As for lighting the woods can be very dark such that in daylight the photo of an orchard oriole (not very hard to distinguish) threw three of us for some time because the colourings of the bird were not distinguishable. It really depends on where you are and where the bird is in relation to the sunlight. It was just a dark photo because of lighting.

It also depends on the tree species present. If just bald cypress swamp (or predominantly bald cypress) an area may get a greenish hue to it while the canopy of the hardwoods may completely block sunshine. It is easy to see once therein why a person may not see the bird because of lack of light, lack of visual lines, canopy, and lack of accessibility.

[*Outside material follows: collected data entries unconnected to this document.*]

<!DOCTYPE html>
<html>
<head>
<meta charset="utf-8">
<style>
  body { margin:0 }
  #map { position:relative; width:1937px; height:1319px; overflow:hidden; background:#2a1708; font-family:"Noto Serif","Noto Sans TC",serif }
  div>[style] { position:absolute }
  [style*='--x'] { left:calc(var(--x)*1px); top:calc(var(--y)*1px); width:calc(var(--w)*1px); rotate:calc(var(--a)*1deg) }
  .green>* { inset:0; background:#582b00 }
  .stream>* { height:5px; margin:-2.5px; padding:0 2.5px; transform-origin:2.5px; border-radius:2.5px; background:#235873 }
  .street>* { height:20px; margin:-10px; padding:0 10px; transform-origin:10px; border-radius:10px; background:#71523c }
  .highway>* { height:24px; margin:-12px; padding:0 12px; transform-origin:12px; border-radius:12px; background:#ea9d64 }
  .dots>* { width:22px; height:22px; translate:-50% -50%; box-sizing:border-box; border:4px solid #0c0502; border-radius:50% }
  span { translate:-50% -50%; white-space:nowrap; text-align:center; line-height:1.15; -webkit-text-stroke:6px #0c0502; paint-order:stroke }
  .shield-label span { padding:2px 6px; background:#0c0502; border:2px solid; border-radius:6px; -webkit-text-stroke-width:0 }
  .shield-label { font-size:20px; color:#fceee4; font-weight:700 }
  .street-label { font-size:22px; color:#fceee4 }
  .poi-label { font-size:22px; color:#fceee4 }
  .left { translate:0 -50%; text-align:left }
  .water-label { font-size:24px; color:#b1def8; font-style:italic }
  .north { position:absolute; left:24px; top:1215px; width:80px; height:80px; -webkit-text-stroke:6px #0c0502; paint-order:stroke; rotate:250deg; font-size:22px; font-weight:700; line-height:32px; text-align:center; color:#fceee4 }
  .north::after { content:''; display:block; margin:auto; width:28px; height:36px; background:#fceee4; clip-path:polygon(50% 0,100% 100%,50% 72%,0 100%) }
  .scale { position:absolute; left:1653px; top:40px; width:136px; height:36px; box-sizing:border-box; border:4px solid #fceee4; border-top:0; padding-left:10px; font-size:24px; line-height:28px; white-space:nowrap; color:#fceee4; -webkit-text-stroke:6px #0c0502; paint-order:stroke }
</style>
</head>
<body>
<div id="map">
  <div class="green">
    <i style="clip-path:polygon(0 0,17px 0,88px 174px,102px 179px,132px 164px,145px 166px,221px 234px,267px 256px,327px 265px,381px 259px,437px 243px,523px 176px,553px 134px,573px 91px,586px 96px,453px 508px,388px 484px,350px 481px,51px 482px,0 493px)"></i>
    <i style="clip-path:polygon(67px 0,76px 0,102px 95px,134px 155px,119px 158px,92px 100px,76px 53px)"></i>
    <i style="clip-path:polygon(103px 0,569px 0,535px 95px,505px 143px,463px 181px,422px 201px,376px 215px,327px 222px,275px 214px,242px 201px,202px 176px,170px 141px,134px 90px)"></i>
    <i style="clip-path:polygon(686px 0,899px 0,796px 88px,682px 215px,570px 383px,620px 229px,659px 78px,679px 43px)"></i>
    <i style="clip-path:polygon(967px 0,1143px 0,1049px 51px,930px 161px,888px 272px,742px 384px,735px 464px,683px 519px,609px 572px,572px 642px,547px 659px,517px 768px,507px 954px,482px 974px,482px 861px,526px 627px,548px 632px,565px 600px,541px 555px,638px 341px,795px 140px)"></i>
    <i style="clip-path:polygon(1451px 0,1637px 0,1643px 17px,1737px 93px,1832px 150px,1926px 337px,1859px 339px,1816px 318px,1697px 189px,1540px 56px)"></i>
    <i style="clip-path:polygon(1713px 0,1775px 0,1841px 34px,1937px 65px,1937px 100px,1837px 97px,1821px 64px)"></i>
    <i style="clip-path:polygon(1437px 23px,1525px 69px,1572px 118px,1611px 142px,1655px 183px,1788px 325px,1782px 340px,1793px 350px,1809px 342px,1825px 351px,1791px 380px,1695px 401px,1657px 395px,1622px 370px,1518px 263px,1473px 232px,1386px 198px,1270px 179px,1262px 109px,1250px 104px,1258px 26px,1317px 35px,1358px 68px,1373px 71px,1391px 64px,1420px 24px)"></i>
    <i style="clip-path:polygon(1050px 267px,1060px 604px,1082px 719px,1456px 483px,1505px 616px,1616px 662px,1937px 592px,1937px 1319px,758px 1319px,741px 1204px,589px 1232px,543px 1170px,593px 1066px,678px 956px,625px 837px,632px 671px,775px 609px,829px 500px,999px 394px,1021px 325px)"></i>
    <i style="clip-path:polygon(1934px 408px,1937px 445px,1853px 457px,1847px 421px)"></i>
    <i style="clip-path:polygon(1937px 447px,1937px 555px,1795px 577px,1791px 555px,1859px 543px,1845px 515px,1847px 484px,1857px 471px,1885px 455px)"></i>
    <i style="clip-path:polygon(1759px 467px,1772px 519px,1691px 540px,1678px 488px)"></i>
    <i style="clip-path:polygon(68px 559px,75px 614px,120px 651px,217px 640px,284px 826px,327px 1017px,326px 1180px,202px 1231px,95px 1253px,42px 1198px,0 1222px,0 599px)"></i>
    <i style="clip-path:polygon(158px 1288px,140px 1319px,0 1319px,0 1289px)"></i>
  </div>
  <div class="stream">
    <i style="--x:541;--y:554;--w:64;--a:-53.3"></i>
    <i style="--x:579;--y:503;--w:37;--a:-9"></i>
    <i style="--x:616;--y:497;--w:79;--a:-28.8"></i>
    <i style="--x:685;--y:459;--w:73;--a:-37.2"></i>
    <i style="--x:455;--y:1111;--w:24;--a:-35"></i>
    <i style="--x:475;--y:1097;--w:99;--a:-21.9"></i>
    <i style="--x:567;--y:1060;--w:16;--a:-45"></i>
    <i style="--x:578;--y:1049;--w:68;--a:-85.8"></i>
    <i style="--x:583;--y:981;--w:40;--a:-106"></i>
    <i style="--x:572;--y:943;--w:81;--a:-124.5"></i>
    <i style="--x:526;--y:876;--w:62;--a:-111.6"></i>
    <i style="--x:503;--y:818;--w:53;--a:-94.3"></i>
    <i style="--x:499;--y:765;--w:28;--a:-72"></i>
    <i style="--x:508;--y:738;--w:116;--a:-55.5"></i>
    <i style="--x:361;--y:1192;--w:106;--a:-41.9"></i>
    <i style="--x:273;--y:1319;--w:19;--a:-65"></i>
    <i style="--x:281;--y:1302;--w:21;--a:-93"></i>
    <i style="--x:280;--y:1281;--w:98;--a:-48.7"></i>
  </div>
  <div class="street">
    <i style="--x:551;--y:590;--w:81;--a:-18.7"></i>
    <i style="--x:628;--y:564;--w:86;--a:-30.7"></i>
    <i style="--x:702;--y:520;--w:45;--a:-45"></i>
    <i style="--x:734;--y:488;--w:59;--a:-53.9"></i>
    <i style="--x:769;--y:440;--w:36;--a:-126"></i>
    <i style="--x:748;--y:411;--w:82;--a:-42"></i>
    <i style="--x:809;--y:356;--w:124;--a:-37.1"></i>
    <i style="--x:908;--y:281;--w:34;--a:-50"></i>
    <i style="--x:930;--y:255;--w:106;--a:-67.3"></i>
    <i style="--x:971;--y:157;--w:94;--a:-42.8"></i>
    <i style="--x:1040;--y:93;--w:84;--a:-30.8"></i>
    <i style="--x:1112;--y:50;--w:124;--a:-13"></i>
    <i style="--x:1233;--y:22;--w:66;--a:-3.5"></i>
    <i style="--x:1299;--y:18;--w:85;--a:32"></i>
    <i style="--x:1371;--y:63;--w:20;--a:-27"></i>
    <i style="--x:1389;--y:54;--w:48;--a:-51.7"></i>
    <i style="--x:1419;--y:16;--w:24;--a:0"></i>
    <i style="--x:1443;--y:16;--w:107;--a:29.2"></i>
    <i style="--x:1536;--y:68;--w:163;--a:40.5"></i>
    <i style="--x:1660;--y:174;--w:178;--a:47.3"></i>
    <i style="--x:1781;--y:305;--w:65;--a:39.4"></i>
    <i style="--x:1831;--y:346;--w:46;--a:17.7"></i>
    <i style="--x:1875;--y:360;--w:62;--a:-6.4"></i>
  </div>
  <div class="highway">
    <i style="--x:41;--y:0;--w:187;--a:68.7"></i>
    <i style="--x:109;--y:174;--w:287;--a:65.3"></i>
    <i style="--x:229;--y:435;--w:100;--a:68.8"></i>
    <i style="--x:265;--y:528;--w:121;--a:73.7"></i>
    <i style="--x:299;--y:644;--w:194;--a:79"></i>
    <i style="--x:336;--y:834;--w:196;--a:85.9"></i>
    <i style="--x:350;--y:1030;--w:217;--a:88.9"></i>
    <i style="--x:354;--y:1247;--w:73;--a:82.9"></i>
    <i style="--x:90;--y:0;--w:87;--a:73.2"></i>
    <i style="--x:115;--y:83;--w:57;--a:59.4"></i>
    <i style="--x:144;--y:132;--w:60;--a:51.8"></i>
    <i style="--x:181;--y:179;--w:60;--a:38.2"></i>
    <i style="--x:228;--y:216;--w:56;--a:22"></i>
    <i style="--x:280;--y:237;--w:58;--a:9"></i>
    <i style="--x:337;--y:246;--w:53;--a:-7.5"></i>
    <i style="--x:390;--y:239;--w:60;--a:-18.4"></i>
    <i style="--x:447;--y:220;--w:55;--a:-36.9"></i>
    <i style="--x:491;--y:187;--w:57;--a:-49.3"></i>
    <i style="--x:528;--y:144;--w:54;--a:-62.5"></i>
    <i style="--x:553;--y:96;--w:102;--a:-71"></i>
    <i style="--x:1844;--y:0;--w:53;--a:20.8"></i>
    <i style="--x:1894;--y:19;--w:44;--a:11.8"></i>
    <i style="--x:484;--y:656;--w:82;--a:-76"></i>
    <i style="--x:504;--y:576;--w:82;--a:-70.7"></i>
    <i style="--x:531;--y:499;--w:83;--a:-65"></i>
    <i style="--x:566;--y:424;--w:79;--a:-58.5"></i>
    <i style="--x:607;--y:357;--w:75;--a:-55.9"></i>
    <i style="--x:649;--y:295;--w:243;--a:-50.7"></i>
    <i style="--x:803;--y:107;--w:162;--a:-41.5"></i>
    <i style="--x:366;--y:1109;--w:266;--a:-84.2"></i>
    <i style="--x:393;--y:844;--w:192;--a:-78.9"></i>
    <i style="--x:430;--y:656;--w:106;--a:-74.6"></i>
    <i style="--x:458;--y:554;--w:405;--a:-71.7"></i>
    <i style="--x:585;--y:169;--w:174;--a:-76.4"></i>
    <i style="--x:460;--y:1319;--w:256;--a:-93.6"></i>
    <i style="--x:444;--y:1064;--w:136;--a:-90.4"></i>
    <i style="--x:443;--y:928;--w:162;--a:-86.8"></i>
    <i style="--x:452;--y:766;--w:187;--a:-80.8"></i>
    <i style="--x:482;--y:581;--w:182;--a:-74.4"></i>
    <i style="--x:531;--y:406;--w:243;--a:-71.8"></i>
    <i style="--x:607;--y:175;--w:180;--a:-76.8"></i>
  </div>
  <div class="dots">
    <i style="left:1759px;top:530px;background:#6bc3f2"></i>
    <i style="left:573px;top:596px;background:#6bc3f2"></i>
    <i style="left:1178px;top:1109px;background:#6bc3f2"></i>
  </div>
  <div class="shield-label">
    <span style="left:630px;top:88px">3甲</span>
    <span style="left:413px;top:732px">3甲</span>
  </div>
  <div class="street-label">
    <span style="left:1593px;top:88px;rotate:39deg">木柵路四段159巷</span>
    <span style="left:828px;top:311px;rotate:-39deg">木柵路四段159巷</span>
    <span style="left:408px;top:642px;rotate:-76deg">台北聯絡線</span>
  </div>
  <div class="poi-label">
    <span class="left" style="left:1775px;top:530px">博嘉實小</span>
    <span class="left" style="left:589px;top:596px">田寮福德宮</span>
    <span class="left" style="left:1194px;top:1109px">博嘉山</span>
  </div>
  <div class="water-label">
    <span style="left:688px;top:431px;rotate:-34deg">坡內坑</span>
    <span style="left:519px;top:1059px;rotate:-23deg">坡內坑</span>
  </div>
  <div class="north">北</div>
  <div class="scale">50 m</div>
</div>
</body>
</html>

A white bill may not always look dark, but there are other issues. If the bird has its back to you the bill may not be visible. Distance to the bird on an oblique view, etc.


Plus it is pretty hard just to find the sucker in the first place. While some laughingly say "well, its easy to find the bird why not photo it?" they readily prove out their ignorance every time they say something to that effect. This bird is hard to find, quick, moves quickly, and doesn't stay still for photos.

As for choosing to ignore facts I don't ignore anything. I try to accurately note everything, and leave it for what it is. Inaccuracy is not helpful and in fact is harmful to the effort. If this means changing hypothesis as facts disprove them so be it. That is how this will move forward. Or some clown with a instamatic camera will just be lucky and get a picture.
 
Does it bother anyone that it has been nearly three years since the Luneau video and there still isn't a photo or video to shut the skeptics up? In fact, besides Cinclodes pics and vids, have there even been any pictures of actual birds at all?